[Dataset entries]
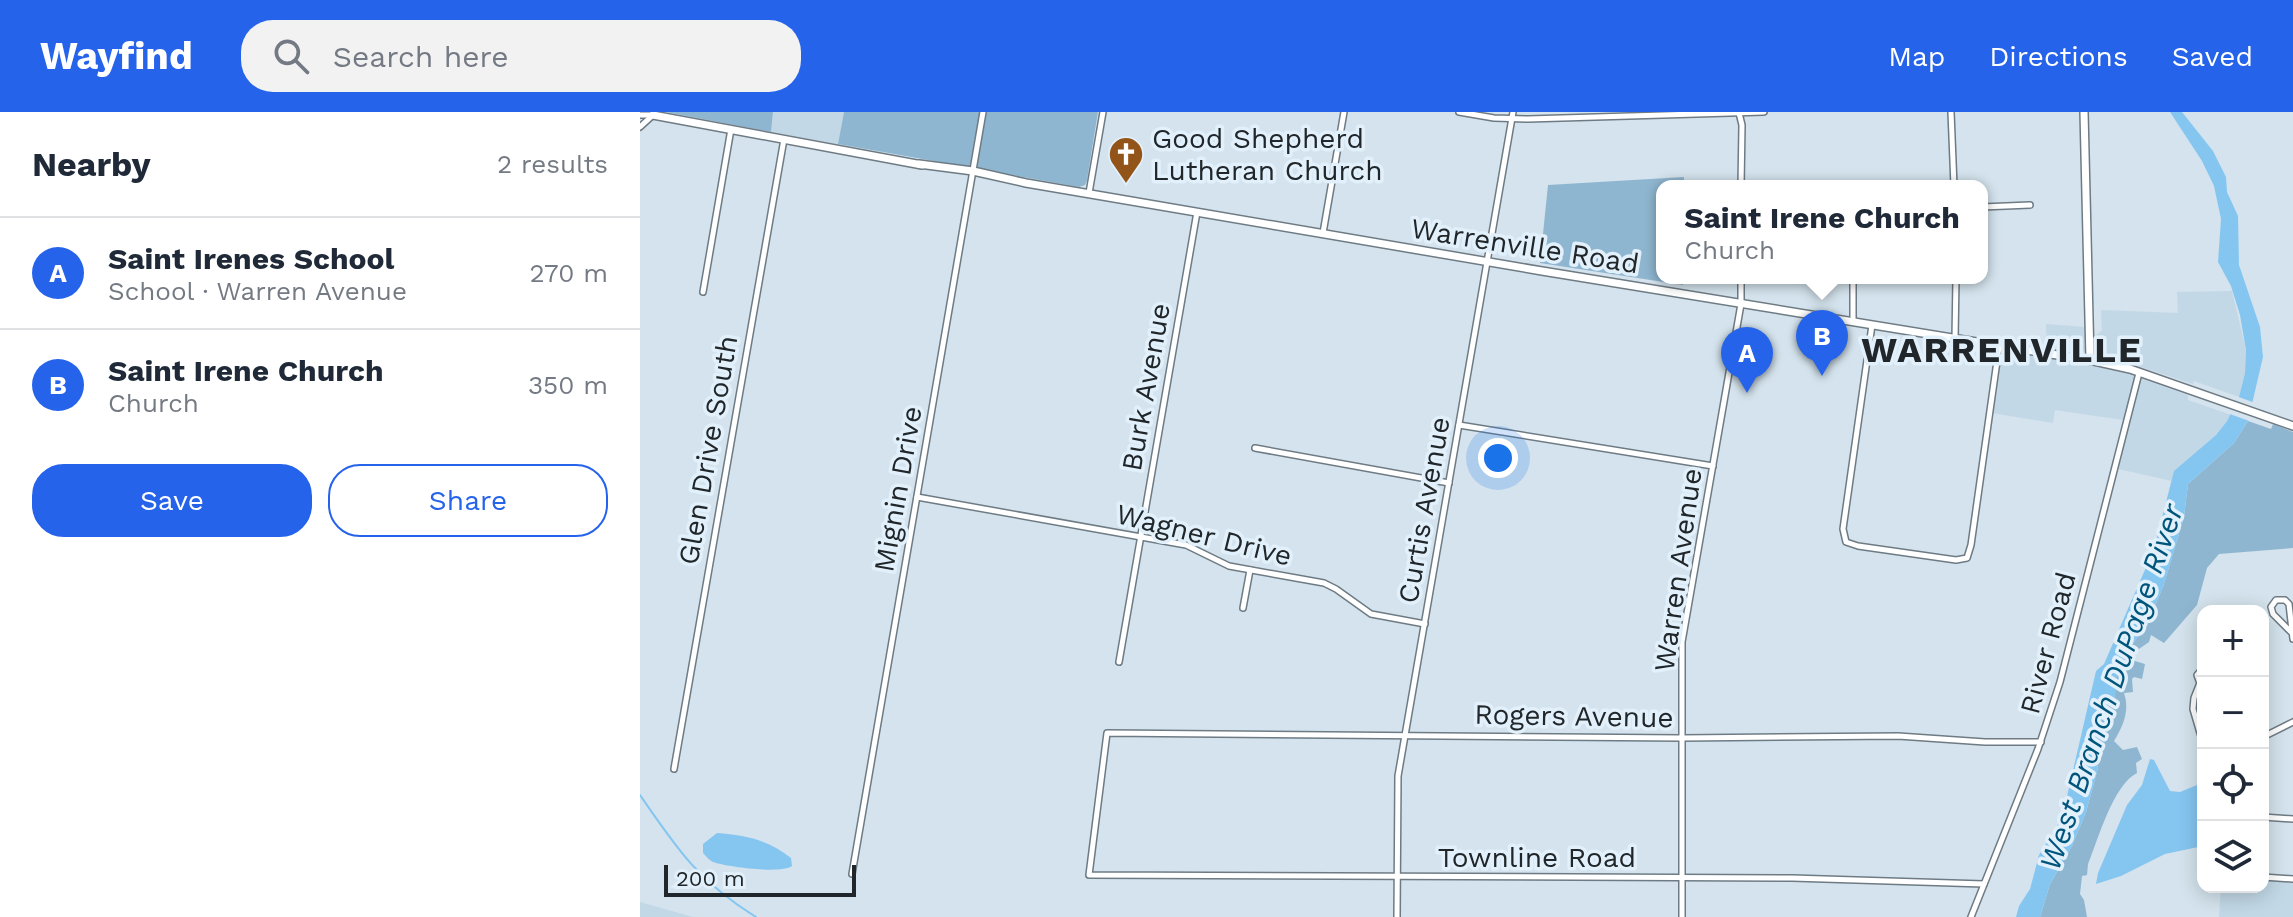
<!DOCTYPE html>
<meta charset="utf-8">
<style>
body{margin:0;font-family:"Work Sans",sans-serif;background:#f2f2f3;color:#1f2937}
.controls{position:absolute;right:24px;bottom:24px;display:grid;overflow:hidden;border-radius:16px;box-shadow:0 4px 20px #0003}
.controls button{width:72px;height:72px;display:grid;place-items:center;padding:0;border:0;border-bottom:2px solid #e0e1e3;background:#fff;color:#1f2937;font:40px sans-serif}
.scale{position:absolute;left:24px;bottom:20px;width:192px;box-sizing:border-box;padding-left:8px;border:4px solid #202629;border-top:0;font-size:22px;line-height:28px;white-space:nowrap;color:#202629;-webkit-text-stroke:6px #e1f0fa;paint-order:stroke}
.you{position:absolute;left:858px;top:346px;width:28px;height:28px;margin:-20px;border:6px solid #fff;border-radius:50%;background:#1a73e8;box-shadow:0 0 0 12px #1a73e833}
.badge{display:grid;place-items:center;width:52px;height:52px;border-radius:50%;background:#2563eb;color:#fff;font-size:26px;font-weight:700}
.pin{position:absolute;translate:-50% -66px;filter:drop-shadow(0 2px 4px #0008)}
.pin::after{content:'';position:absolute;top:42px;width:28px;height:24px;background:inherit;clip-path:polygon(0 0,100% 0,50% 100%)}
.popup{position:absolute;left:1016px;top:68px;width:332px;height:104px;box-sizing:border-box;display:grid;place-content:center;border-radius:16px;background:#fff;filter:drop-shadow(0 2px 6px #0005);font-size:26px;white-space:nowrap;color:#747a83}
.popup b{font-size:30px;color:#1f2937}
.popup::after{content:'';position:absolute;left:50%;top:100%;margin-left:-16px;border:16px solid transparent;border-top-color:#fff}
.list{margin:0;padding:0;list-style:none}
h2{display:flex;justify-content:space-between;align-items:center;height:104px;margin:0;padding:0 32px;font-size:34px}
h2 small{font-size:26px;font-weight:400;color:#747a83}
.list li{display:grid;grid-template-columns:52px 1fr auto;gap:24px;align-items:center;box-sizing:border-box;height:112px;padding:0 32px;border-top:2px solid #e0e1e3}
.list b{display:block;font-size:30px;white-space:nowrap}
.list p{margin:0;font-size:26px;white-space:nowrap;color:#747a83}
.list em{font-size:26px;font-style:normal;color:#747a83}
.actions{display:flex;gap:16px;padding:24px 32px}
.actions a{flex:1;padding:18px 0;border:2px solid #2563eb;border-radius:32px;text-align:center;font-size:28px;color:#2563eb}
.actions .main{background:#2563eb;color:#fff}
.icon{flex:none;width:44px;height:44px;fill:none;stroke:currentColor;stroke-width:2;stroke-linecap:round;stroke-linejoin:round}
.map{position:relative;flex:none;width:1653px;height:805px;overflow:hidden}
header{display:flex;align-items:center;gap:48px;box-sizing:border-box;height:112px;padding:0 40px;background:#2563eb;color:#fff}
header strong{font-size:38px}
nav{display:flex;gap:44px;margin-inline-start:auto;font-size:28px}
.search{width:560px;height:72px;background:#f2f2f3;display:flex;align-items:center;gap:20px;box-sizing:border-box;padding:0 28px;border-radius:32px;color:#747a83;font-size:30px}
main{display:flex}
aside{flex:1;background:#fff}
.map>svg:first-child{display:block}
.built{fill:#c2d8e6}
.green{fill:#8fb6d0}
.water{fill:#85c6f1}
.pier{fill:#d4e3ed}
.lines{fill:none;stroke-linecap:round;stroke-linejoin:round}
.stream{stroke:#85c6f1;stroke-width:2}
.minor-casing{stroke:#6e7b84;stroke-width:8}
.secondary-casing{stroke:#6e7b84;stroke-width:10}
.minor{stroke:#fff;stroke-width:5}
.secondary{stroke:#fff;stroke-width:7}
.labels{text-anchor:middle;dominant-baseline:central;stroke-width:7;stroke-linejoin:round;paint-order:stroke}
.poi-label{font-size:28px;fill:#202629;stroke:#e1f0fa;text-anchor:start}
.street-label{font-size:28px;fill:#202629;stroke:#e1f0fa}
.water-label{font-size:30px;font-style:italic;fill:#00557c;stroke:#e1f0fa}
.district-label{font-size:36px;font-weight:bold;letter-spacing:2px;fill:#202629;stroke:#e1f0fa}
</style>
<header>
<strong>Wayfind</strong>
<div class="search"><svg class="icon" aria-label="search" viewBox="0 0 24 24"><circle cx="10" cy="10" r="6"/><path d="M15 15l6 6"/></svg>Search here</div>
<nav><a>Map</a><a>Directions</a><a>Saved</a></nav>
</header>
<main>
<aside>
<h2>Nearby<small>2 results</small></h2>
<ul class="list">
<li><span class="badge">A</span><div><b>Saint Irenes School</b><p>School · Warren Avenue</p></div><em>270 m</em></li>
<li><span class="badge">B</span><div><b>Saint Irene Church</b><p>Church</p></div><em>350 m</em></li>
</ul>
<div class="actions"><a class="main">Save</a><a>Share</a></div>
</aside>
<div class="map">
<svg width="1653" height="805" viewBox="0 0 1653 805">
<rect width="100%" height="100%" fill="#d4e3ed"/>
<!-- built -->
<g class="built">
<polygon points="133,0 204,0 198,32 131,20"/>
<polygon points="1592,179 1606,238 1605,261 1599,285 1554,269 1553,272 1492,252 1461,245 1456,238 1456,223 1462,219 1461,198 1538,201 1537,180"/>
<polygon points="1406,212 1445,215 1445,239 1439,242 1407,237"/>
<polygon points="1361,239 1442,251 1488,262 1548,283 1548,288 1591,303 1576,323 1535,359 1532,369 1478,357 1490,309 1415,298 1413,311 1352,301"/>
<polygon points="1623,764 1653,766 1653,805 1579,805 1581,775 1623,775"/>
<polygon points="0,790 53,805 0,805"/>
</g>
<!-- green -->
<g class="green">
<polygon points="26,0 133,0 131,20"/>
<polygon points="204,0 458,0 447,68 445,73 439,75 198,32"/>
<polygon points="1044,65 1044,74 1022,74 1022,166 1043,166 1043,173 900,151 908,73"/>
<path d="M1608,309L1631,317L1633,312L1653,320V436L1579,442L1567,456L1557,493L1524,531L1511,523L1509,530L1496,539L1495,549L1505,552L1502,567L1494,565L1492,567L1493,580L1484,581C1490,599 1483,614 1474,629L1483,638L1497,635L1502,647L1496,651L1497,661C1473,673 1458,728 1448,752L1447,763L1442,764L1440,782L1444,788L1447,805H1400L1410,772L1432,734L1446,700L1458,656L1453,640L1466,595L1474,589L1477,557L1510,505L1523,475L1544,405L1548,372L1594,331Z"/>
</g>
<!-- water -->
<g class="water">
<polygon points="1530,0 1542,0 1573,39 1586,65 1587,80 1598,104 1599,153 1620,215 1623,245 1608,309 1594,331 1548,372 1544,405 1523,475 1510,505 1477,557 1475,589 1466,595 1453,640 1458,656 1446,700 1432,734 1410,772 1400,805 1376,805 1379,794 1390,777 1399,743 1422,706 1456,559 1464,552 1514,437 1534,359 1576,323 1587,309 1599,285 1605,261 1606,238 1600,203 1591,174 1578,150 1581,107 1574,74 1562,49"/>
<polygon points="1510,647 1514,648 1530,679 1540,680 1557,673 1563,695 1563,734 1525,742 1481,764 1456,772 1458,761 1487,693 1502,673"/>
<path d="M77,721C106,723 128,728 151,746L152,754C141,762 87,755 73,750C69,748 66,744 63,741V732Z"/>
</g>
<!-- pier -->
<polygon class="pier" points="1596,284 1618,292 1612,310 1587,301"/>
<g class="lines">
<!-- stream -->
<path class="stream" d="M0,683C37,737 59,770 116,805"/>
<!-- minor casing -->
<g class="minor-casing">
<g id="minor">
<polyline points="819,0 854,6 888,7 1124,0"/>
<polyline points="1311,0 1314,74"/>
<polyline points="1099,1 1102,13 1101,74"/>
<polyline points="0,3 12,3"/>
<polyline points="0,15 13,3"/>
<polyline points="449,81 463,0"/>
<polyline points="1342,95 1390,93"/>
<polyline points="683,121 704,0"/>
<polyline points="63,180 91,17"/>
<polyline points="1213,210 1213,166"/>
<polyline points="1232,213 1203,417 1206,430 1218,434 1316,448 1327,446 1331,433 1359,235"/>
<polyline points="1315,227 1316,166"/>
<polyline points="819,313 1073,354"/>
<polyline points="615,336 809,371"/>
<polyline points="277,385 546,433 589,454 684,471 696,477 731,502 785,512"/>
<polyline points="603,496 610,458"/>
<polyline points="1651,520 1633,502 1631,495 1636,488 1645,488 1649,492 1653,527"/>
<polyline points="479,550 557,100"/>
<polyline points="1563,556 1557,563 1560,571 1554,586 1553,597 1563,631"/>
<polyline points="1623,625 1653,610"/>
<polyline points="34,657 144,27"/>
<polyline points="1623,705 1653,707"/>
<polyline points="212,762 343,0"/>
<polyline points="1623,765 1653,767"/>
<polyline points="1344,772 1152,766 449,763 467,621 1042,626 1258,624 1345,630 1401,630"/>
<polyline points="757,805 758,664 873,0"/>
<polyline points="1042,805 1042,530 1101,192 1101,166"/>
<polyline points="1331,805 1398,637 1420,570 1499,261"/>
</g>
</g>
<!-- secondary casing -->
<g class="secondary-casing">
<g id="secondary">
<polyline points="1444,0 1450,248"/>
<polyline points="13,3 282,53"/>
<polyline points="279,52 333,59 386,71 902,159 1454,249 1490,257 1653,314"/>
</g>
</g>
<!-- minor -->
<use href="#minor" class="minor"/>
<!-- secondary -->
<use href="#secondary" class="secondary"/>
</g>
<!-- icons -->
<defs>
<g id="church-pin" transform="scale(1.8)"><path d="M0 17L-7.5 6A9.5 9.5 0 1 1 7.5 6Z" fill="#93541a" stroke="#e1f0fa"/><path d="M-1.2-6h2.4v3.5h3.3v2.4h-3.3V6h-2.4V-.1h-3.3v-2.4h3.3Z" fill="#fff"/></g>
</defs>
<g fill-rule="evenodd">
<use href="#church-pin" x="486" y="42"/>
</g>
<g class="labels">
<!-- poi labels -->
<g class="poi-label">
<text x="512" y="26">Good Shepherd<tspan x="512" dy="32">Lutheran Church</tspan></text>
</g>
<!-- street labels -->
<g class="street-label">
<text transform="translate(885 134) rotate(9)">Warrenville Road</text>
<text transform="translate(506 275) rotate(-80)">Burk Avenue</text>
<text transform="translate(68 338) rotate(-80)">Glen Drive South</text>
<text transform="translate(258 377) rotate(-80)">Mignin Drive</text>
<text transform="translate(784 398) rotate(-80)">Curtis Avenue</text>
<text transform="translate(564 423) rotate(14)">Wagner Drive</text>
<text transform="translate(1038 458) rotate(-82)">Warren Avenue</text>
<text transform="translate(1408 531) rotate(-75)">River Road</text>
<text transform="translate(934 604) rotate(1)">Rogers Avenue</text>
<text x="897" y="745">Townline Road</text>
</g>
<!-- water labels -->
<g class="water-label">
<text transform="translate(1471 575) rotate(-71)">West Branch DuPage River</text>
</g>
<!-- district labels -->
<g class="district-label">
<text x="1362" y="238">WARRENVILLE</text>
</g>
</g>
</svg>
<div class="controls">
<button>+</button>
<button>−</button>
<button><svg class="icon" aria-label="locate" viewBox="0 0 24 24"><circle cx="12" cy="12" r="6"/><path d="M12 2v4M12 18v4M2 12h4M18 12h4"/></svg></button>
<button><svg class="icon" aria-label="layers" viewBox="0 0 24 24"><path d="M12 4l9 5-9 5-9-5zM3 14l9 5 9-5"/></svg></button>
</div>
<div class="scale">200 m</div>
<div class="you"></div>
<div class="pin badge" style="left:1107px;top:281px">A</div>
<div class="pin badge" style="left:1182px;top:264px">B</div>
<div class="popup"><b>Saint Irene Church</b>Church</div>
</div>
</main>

EXERCISE DESCRIPTION → Taking the line with "solid #fff;border-radius:50%;background:#1a73e8;box-shadow:0 0" as the first and the line with "-66px;filter:drop-shadow(0 2px 4px" as the last, retype that stretch of the data above exactly, with no other lines.

RESULT OF THE EXERCISE →
.you{position:absolute;left:858px;top:346px;width:28px;height:28px;margin:-20px;border:6px solid #fff;border-radius:50%;background:#1a73e8;box-shadow:0 0 0 12px #1a73e833}
.badge{display:grid;place-items:center;width:52px;height:52px;border-radius:50%;background:#2563eb;color:#fff;font-size:26px;font-weight:700}
.pin{position:absolute;translate:-50% -66px;filter:drop-shadow(0 2px 4px #0008)}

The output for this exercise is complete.